Exercise:
Go through the records below and return each line that has "stream" in it.
= Beginning of Section =
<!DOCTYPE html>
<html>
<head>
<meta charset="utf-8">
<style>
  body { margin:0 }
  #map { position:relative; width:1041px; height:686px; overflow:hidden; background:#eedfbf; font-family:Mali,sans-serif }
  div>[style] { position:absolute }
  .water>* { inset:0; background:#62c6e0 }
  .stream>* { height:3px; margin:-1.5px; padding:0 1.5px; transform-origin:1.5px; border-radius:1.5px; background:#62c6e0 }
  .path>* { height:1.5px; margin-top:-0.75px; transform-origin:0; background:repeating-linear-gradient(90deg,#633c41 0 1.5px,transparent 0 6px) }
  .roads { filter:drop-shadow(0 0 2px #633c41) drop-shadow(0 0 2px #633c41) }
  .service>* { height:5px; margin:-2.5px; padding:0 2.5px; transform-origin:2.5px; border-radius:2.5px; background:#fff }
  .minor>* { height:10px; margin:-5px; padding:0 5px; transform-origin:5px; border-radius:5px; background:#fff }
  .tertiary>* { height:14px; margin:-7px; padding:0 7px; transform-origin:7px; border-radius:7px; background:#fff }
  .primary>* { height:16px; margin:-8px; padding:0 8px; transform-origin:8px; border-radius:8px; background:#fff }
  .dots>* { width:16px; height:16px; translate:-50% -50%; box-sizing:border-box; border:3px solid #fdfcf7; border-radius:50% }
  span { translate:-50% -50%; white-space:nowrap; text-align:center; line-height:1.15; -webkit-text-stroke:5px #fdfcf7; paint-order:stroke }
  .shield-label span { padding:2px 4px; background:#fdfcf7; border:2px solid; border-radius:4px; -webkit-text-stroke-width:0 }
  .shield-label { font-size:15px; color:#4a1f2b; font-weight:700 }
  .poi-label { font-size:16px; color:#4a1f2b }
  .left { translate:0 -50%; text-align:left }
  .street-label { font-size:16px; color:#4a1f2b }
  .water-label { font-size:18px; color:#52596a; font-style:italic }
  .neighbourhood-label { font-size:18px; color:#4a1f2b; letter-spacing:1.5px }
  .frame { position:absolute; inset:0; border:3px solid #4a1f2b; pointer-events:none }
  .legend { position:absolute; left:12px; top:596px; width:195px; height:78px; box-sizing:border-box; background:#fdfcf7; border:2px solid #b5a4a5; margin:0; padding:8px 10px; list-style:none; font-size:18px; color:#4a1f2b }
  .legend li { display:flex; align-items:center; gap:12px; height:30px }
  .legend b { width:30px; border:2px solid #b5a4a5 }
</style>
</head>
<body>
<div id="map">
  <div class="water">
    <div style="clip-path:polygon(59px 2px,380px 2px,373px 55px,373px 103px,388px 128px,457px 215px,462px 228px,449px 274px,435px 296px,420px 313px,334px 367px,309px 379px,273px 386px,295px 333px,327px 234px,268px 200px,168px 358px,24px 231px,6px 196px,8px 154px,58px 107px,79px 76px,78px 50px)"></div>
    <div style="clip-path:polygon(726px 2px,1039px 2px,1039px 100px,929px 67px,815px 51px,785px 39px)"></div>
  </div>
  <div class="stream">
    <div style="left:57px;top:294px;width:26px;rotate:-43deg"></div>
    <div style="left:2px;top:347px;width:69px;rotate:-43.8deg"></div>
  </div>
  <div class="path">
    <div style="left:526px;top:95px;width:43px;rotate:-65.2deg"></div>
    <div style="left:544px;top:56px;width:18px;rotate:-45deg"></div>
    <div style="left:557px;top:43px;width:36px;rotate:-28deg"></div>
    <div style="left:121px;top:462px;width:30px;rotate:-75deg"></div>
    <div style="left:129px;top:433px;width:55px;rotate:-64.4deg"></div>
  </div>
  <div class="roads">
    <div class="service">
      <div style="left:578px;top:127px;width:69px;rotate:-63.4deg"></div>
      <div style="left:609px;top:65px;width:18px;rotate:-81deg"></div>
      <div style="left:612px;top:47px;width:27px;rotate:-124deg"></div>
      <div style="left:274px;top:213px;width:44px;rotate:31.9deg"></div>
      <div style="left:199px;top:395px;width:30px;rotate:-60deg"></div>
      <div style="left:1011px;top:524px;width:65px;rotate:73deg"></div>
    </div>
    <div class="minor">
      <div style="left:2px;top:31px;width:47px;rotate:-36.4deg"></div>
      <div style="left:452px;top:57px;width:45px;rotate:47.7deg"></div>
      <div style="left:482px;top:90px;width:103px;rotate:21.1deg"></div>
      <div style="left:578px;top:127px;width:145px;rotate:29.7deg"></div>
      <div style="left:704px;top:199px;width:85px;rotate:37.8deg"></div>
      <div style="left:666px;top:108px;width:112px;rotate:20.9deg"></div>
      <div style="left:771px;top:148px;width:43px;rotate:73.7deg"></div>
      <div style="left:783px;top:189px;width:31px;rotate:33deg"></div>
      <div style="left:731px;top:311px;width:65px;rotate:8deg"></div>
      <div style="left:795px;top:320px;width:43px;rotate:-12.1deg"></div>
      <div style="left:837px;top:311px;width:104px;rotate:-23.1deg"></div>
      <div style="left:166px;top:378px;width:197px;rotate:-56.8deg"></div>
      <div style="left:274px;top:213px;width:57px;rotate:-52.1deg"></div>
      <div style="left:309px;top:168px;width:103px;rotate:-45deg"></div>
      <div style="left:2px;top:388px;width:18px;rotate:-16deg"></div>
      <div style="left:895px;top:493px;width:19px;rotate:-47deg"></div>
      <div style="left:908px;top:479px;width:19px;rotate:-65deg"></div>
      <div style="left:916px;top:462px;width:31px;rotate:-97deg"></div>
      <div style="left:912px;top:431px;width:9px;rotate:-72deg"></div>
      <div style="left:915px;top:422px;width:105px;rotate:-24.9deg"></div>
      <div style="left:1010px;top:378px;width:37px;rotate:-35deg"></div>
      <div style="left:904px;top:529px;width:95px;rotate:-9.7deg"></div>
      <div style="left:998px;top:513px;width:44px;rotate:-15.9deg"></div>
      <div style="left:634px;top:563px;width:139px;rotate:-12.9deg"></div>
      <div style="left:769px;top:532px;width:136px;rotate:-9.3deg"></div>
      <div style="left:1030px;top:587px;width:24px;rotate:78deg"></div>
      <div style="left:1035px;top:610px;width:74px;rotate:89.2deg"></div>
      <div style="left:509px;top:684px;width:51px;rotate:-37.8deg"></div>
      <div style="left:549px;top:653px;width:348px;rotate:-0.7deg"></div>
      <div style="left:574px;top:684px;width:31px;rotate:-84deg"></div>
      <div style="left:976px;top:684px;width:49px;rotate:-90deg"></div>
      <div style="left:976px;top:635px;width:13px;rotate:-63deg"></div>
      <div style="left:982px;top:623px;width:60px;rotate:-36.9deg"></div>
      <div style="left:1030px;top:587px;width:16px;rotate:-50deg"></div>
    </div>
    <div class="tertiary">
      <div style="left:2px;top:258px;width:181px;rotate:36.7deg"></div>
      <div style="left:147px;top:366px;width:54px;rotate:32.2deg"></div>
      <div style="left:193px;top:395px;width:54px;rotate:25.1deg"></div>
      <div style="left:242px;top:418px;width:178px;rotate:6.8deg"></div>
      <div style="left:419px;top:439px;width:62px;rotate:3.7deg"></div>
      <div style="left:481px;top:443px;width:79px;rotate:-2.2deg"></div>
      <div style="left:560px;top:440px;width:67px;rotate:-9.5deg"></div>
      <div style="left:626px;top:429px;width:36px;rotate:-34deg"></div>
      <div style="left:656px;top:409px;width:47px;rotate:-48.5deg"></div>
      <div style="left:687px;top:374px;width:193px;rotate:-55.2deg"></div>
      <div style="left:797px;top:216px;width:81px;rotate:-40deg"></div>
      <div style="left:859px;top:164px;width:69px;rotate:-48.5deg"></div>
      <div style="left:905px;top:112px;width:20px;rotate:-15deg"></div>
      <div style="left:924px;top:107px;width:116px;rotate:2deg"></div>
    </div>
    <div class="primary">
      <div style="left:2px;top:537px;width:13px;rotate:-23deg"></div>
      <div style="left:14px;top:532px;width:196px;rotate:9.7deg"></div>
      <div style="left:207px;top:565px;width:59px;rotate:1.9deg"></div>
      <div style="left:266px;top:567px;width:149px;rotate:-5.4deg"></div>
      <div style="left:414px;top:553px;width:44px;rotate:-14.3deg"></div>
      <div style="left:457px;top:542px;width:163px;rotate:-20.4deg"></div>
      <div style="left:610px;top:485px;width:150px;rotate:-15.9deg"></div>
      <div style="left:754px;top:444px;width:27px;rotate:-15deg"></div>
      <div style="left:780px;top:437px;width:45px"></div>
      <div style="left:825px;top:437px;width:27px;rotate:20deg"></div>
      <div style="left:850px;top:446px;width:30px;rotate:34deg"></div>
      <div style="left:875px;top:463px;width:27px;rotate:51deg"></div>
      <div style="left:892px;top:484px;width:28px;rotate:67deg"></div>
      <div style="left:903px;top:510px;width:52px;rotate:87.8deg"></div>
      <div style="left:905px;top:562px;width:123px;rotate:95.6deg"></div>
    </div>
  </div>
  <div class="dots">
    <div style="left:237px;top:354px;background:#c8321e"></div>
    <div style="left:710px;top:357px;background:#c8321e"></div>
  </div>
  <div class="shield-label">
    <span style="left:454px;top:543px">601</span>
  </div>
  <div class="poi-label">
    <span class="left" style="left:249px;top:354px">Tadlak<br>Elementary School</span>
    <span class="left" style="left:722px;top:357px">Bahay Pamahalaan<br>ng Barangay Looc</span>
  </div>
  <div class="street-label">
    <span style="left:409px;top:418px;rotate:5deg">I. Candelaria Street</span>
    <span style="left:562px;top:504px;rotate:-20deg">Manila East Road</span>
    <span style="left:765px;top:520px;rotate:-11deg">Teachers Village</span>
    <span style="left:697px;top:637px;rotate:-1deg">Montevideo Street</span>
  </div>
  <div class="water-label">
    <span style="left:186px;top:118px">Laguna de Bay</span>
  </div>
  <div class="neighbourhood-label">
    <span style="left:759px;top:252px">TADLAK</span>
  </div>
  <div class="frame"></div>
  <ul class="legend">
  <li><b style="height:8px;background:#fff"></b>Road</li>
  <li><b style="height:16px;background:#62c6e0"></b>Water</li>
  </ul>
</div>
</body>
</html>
= End of Section =
Exercise result:
  .stream>* { height:3px; margin:-1.5px; padding:0 1.5px; transform-origin:1.5px; border-radius:1.5px; background:#62c6e0 }
  <div class="stream">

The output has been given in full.